## Work task:
Would you retype the records below exactly as they appear?

## Input for this task:

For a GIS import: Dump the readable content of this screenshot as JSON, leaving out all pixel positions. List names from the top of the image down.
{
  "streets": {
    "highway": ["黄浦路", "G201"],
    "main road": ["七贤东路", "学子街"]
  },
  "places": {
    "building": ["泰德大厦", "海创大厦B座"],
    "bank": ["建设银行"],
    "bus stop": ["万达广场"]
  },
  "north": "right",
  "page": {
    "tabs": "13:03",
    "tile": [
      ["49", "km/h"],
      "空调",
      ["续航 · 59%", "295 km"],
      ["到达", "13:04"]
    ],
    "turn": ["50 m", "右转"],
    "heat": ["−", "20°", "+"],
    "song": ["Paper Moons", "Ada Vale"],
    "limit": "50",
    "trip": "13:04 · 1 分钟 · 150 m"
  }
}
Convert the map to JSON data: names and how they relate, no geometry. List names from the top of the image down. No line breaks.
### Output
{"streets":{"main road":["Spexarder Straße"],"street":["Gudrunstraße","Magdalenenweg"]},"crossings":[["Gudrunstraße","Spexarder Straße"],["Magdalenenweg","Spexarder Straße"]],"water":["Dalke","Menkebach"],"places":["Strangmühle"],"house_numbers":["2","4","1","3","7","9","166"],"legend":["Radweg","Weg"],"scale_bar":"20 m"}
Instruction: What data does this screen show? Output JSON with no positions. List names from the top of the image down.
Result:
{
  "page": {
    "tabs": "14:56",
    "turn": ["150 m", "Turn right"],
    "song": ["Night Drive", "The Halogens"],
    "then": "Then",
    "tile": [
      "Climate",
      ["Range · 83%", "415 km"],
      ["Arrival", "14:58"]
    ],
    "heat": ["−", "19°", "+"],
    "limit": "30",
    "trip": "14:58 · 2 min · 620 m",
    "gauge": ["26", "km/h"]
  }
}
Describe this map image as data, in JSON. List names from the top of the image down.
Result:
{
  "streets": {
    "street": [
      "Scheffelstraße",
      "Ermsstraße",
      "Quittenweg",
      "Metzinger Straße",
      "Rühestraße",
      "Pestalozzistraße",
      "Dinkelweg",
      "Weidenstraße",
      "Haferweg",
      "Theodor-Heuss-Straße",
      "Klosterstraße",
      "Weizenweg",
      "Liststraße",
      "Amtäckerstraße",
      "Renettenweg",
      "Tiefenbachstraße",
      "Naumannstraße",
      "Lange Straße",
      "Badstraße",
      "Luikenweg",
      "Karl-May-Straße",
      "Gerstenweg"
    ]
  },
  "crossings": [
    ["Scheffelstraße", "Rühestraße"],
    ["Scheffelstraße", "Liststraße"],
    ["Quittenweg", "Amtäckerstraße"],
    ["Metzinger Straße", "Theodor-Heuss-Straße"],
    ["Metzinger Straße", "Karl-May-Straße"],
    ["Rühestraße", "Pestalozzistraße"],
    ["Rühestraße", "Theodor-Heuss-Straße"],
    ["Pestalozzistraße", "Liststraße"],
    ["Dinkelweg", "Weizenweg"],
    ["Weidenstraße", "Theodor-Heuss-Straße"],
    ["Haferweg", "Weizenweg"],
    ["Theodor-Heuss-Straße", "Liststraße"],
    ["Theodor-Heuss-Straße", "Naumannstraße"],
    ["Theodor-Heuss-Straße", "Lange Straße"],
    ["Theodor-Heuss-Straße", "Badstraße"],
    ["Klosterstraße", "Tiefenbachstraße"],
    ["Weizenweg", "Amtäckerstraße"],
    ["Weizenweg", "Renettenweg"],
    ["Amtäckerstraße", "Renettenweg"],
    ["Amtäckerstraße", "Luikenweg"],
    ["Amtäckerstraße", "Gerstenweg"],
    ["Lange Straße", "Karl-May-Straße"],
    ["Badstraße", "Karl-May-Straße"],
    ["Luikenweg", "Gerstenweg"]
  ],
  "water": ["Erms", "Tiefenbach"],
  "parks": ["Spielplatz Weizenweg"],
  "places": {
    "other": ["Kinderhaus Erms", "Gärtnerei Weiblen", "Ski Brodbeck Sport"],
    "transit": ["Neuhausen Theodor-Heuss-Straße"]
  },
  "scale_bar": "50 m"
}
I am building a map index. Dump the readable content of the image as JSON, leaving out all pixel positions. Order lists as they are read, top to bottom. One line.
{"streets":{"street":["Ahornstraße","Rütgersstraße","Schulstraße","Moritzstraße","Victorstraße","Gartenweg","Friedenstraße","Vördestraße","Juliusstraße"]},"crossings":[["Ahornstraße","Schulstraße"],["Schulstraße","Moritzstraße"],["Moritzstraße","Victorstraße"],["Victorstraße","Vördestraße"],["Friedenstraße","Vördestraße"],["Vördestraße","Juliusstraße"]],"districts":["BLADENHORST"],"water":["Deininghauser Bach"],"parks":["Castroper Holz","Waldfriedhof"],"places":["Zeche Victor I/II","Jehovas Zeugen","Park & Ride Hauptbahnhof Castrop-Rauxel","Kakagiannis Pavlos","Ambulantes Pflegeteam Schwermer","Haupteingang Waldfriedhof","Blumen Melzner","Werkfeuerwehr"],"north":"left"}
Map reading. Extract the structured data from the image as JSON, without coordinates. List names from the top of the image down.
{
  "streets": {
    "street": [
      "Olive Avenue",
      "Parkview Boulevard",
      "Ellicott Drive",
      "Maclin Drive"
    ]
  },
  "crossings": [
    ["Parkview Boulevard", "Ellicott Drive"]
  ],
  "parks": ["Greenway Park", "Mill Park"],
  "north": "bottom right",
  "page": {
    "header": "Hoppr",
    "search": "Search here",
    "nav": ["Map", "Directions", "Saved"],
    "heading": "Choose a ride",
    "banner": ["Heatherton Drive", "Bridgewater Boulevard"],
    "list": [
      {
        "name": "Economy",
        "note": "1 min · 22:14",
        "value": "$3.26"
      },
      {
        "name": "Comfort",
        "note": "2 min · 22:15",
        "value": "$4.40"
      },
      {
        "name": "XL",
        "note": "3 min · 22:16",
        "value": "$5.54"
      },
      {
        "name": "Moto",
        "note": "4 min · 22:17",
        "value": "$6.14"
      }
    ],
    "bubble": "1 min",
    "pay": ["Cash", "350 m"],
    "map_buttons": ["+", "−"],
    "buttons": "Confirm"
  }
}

## Solution to this task:
For a GIS import: Dump the readable content of this screenshot as JSON, leaving out all pixel positions. List names from the top of the image down.
{
  "streets": {
    "highway": ["黄浦路", "G201"],
    "main road": ["七贤东路", "学子街"]
  },
  "places": {
    "building": ["泰德大厦", "海创大厦B座"],
    "bank": ["建设银行"],
    "bus stop": ["万达广场"]
  },
  "north": "right",
  "page": {
    "tabs": "13:03",
    "tile": [
      ["49", "km/h"],
      "空调",
      ["续航 · 59%", "295 km"],
      ["到达", "13:04"]
    ],
    "turn": ["50 m", "右转"],
    "heat": ["−", "20°", "+"],
    "song": ["Paper Moons", "Ada Vale"],
    "limit": "50",
    "trip": "13:04 · 1 分钟 · 150 m"
  }
}
Convert the map to JSON data: names and how they relate, no geometry. List names from the top of the image down. No line breaks.
### Output
{"streets":{"main road":["Spexarder Straße"],"street":["Gudrunstraße","Magdalenenweg"]},"crossings":[["Gudrunstraße","Spexarder Straße"],["Magdalenenweg","Spexarder Straße"]],"water":["Dalke","Menkebach"],"places":["Strangmühle"],"house_numbers":["2","4","1","3","7","9","166"],"legend":["Radweg","Weg"],"scale_bar":"20 m"}
Instruction: What data does this screen show? Output JSON with no positions. List names from the top of the image down.
Result:
{
  "page": {
    "tabs": "14:56",
    "turn": ["150 m", "Turn right"],
    "song": ["Night Drive", "The Halogens"],
    "then": "Then",
    "tile": [
      "Climate",
      ["Range · 83%", "415 km"],
      ["Arrival", "14:58"]
    ],
    "heat": ["−", "19°", "+"],
    "limit": "30",
    "trip": "14:58 · 2 min · 620 m",
    "gauge": ["26", "km/h"]
  }
}
Describe this map image as data, in JSON. List names from the top of the image down.
Result:
{
  "streets": {
    "street": [
      "Scheffelstraße",
      "Ermsstraße",
      "Quittenweg",
      "Metzinger Straße",
      "Rühestraße",
      "Pestalozzistraße",
      "Dinkelweg",
      "Weidenstraße",
      "Haferweg",
      "Theodor-Heuss-Straße",
      "Klosterstraße",
      "Weizenweg",
      "Liststraße",
      "Amtäckerstraße",
      "Renettenweg",
      "Tiefenbachstraße",
      "Naumannstraße",
      "Lange Straße",
      "Badstraße",
      "Luikenweg",
      "Karl-May-Straße",
      "Gerstenweg"
    ]
  },
  "crossings": [
    ["Scheffelstraße", "Rühestraße"],
    ["Scheffelstraße", "Liststraße"],
    ["Quittenweg", "Amtäckerstraße"],
    ["Metzinger Straße", "Theodor-Heuss-Straße"],
    ["Metzinger Straße", "Karl-May-Straße"],
    ["Rühestraße", "Pestalozzistraße"],
    ["Rühestraße", "Theodor-Heuss-Straße"],
    ["Pestalozzistraße", "Liststraße"],
    ["Dinkelweg", "Weizenweg"],
    ["Weidenstraße", "Theodor-Heuss-Straße"],
    ["Haferweg", "Weizenweg"],
    ["Theodor-Heuss-Straße", "Liststraße"],
    ["Theodor-Heuss-Straße", "Naumannstraße"],
    ["Theodor-Heuss-Straße", "Lange Straße"],
    ["Theodor-Heuss-Straße", "Badstraße"],
    ["Klosterstraße", "Tiefenbachstraße"],
    ["Weizenweg", "Amtäckerstraße"],
    ["Weizenweg", "Renettenweg"],
    ["Amtäckerstraße", "Renettenweg"],
    ["Amtäckerstraße", "Luikenweg"],
    ["Amtäckerstraße", "Gerstenweg"],
    ["Lange Straße", "Karl-May-Straße"],
    ["Badstraße", "Karl-May-Straße"],
    ["Luikenweg", "Gerstenweg"]
  ],
  "water": ["Erms", "Tiefenbach"],
  "parks": ["Spielplatz Weizenweg"],
  "places": {
    "other": ["Kinderhaus Erms", "Gärtnerei Weiblen", "Ski Brodbeck Sport"],
    "transit": ["Neuhausen Theodor-Heuss-Straße"]
  },
  "scale_bar": "50 m"
}
I am building a map index. Dump the readable content of the image as JSON, leaving out all pixel positions. Order lists as they are read, top to bottom. One line.
{"streets":{"street":["Ahornstraße","Rütgersstraße","Schulstraße","Moritzstraße","Victorstraße","Gartenweg","Friedenstraße","Vördestraße","Juliusstraße"]},"crossings":[["Ahornstraße","Schulstraße"],["Schulstraße","Moritzstraße"],["Moritzstraße","Victorstraße"],["Victorstraße","Vördestraße"],["Friedenstraße","Vördestraße"],["Vördestraße","Juliusstraße"]],"districts":["BLADENHORST"],"water":["Deininghauser Bach"],"parks":["Castroper Holz","Waldfriedhof"],"places":["Zeche Victor I/II","Jehovas Zeugen","Park & Ride Hauptbahnhof Castrop-Rauxel","Kakagiannis Pavlos","Ambulantes Pflegeteam Schwermer","Haupteingang Waldfriedhof","Blumen Melzner","Werkfeuerwehr"],"north":"left"}
Map reading. Extract the structured data from the image as JSON, without coordinates. List names from the top of the image down.
{
  "streets": {
    "street": [
      "Olive Avenue",
      "Parkview Boulevard",
      "Ellicott Drive",
      "Maclin Drive"
    ]
  },
  "crossings": [
    ["Parkview Boulevard", "Ellicott Drive"]
  ],
  "parks": ["Greenway Park", "Mill Park"],
  "north": "bottom right",
  "page": {
    "header": "Hoppr",
    "search": "Search here",
    "nav": ["Map", "Directions", "Saved"],
    "heading": "Choose a ride",
    "banner": ["Heatherton Drive", "Bridgewater Boulevard"],
    "list": [
      {
        "name": "Economy",
        "note": "1 min · 22:14",
        "value": "$3.26"
      },
      {
        "name": "Comfort",
        "note": "2 min · 22:15",
        "value": "$4.40"
      },
      {
        "name": "XL",
        "note": "3 min · 22:16",
        "value": "$5.54"
      },
      {
        "name": "Moto",
        "note": "4 min · 22:17",
        "value": "$6.14"
      }
    ],
    "bubble": "1 min",
    "pay": ["Cash", "350 m"],
    "map_buttons": ["+", "−"],
    "buttons": "Confirm"
  }
}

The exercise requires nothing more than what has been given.